The two tools complement each other very well, but won’t currently take each other’s place, so you’ll need to decide what your priority is first!
Ask the experts: Foxing
Q: As time passes I find that my night-time forays after foxes are becoming quite hard work, my question is do you find that shooting from static positions gets as many foxes as walking out after them?
Mike Powell says: I’ve been in the same position for quite a while now so I’m probably in a good position to answer that one! Do I get as many now that I mainly shoot from static positions, probably not, but then I don’t spend the same amount of time at it anyway.
Without a doubt, the whole business of shooting from a fixed point is considerably different from walking the ground. You need to know where foxes are travelling, and if you have been at it a while, I guess you know that already.
Equipment can be a little different as you really do need to be covert. Waiting in a vehicle or in a hide and flashing a lamp around isn’t the best way to get a fox to come to you so investment in say a thermal spotter would be money well spent.
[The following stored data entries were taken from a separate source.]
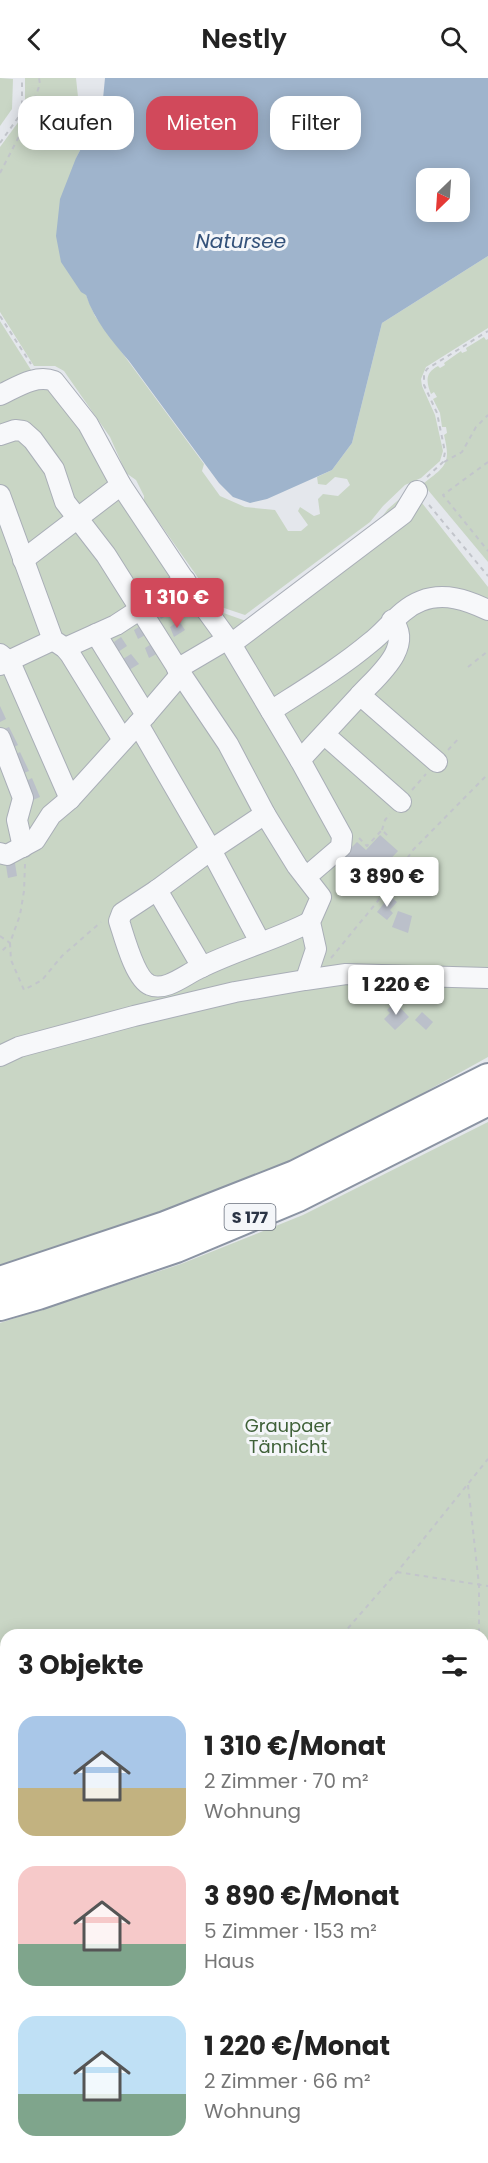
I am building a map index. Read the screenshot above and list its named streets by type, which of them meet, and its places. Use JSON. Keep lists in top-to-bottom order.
{
  "streets": {
    "highway": ["S 177"]
  },
  "water": ["Natursee"],
  "parks": ["Graupaer Tännicht"],
  "north": "bottom left",
  "page": {
    "header": "Nestly",
    "chip": ["Kaufen", "Mieten", "Filter"],
    "price": ["1 310 €", "3 890 €", "1 220 €"],
    "heading": "3 Objekte",
    "list": [
      {
        "name": "1 310 €/Monat",
        "note": "2 Zimmer · 70 m² · Wohnung"
      },
      {
        "name": "3 890 €/Monat",
        "note": "5 Zimmer · 153 m² · Haus"
      },
      {
        "name": "1 220 €/Monat",
        "note": "2 Zimmer · 66 m² · Wohnung"
      }
    ]
  }
}
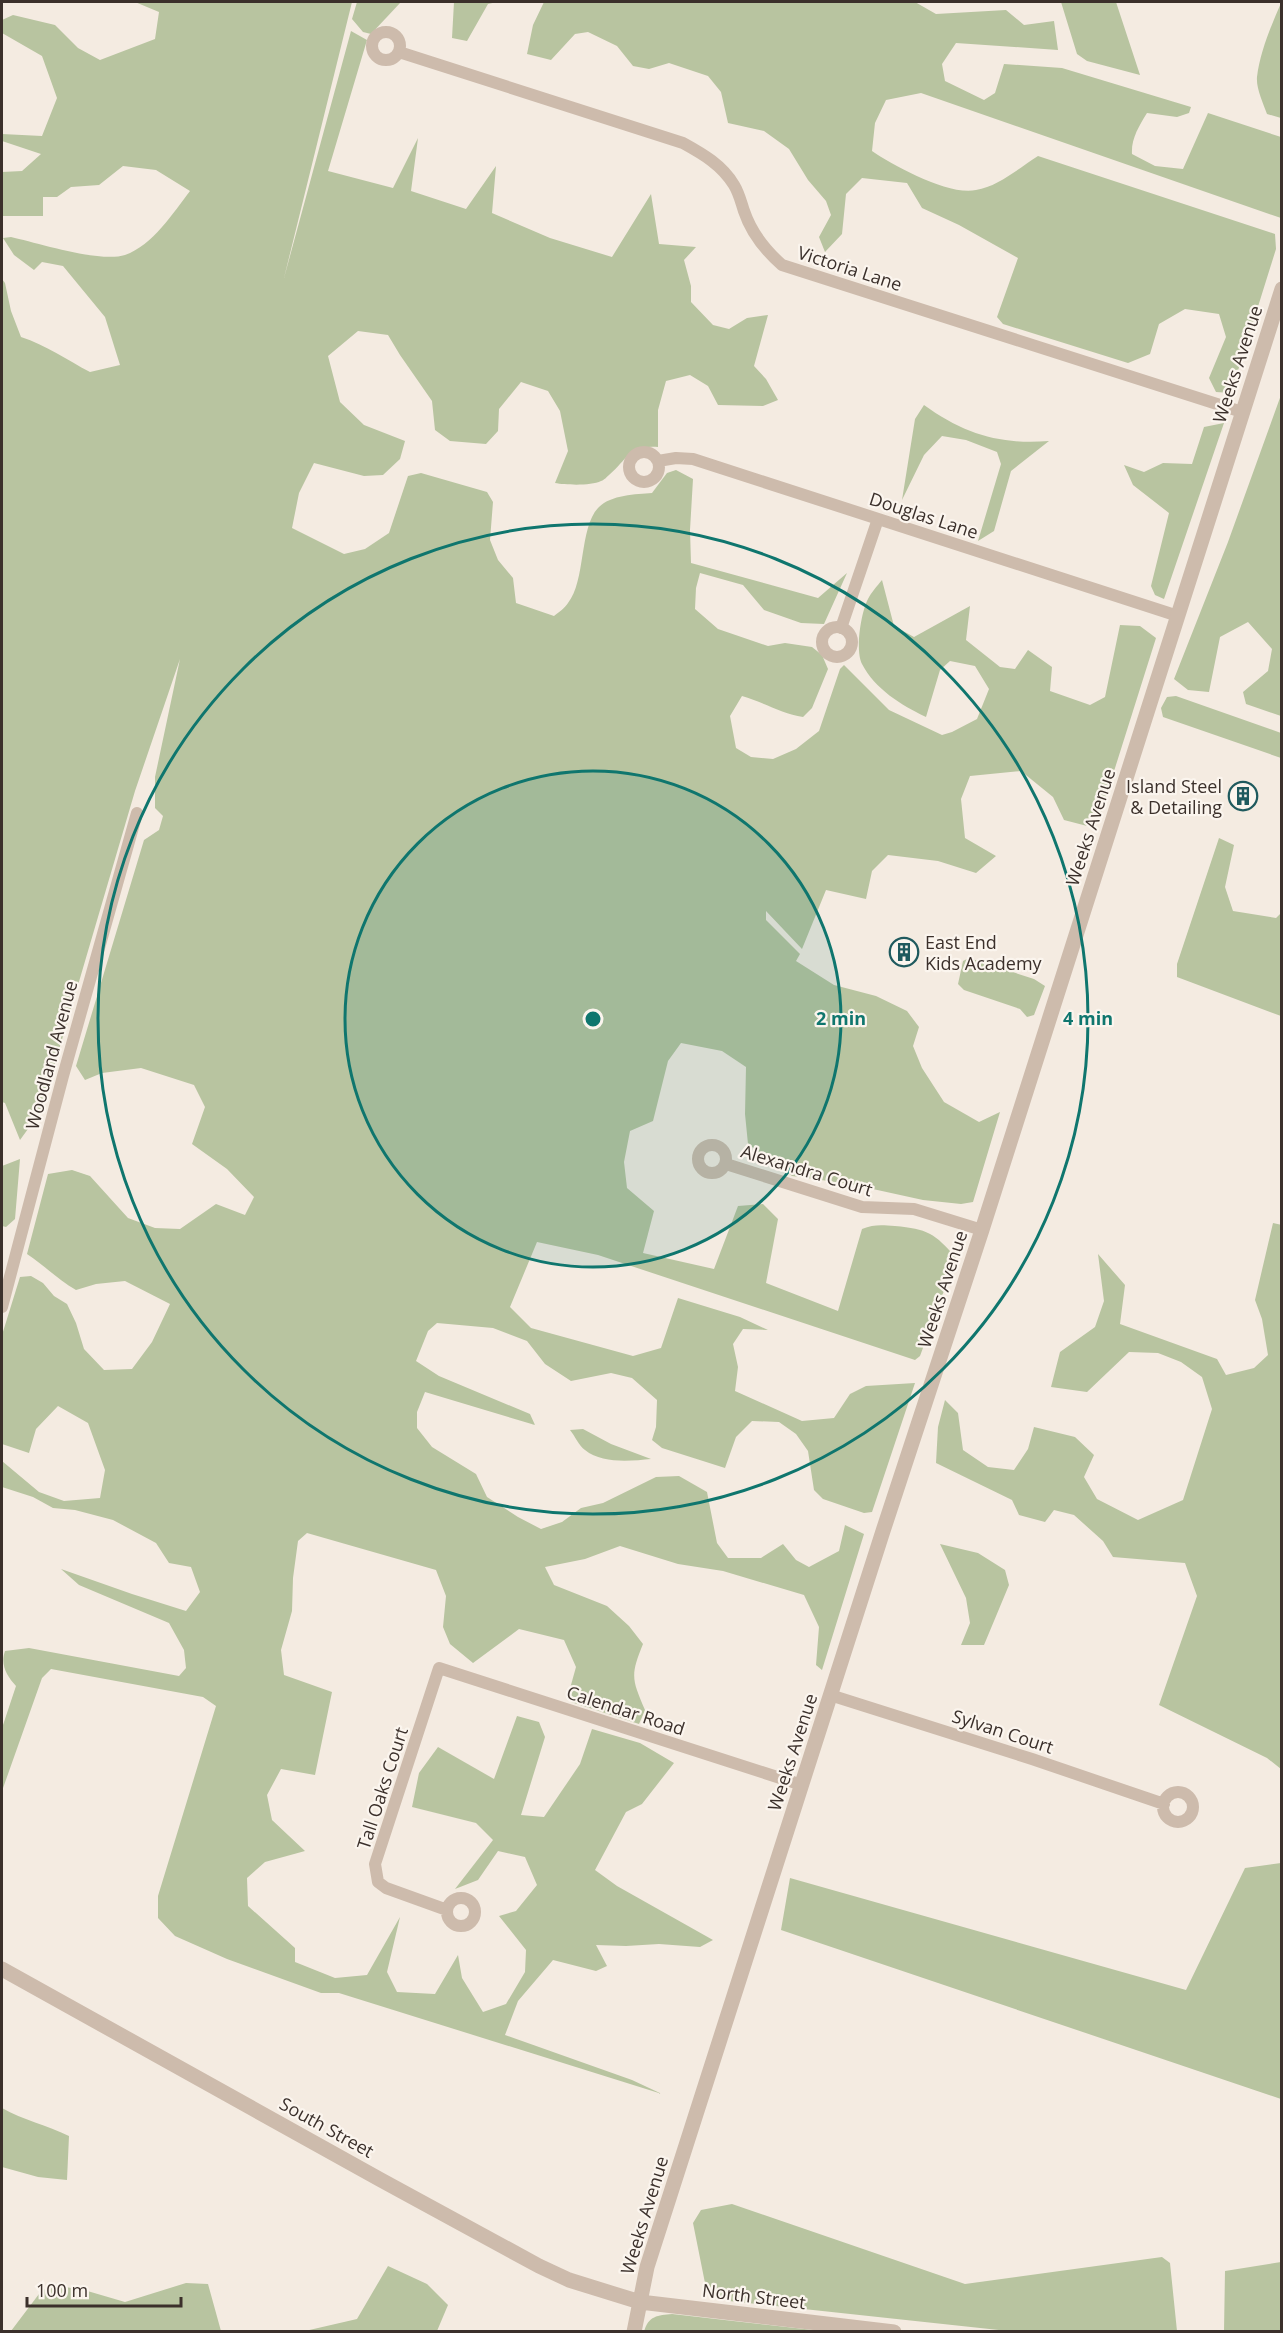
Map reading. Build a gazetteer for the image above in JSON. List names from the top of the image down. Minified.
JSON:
{"streets":{"street":["Victoria Lane","Weeks Avenue","Douglas Lane","Woodland Avenue","Alexandra Court","Calendar Road","Sylvan Court","Tall Oaks Court","South Street","North Street"]},"crossings":[["Victoria Lane","Weeks Avenue"],["Weeks Avenue","Douglas Lane"],["Weeks Avenue","Alexandra Court"],["Weeks Avenue","Calendar Road"],["Weeks Avenue","Sylvan Court"],["Weeks Avenue","South Street"],["Weeks Avenue","North Street"],["Calendar Road","Tall Oaks Court"],["South Street","North Street"]],"places":{"building":["Island Steel & Detailing","East End Kids Academy"]},"scale_bar":"100 m","rings":["2 min","4 min"]}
Overall I find waiting for foxes is just as rewarding and efficient as walking miles, and it’s certainly easier on ageing legs!
Ask the experts: Foxing
Q: I have recently got my first centrefire rifle mainly for fox shooting – with the restrictions a young family bring the rifle has just about taken all the available cash – I certainly can’t afford thermal or expensive night vision. What do you suggest?
Mike Powell says: I was shooting foxes in considerable numbers long before we had even heard of thermal and night vision, we just used a lamp, and often a not very good one at that.
My advice to you would be to get hold of either a decent scope mounted torch or spotlight, which of these would be best for you will depend on how you are going about you shooting.
Will you be shooting on your own or will you have anyone with you? If the former, then a scope mounted torch like one of Nightmaster’s or Wicked lights will serve you well together with a hand torch for eye spotting.
However, if you are shooting with a mate and one of you is lamping and the other shooting, then a good hand lamp would be the best idea. There are several very good ones about, Cluson Engineering have some excellent lamps as do most of the leading suppliers.
Don’t be tempted down the cheapest route as there are some fairly poor items out there. Lamping, although looked upon as “old hat” always worked well and still does. It can also be pretty exciting!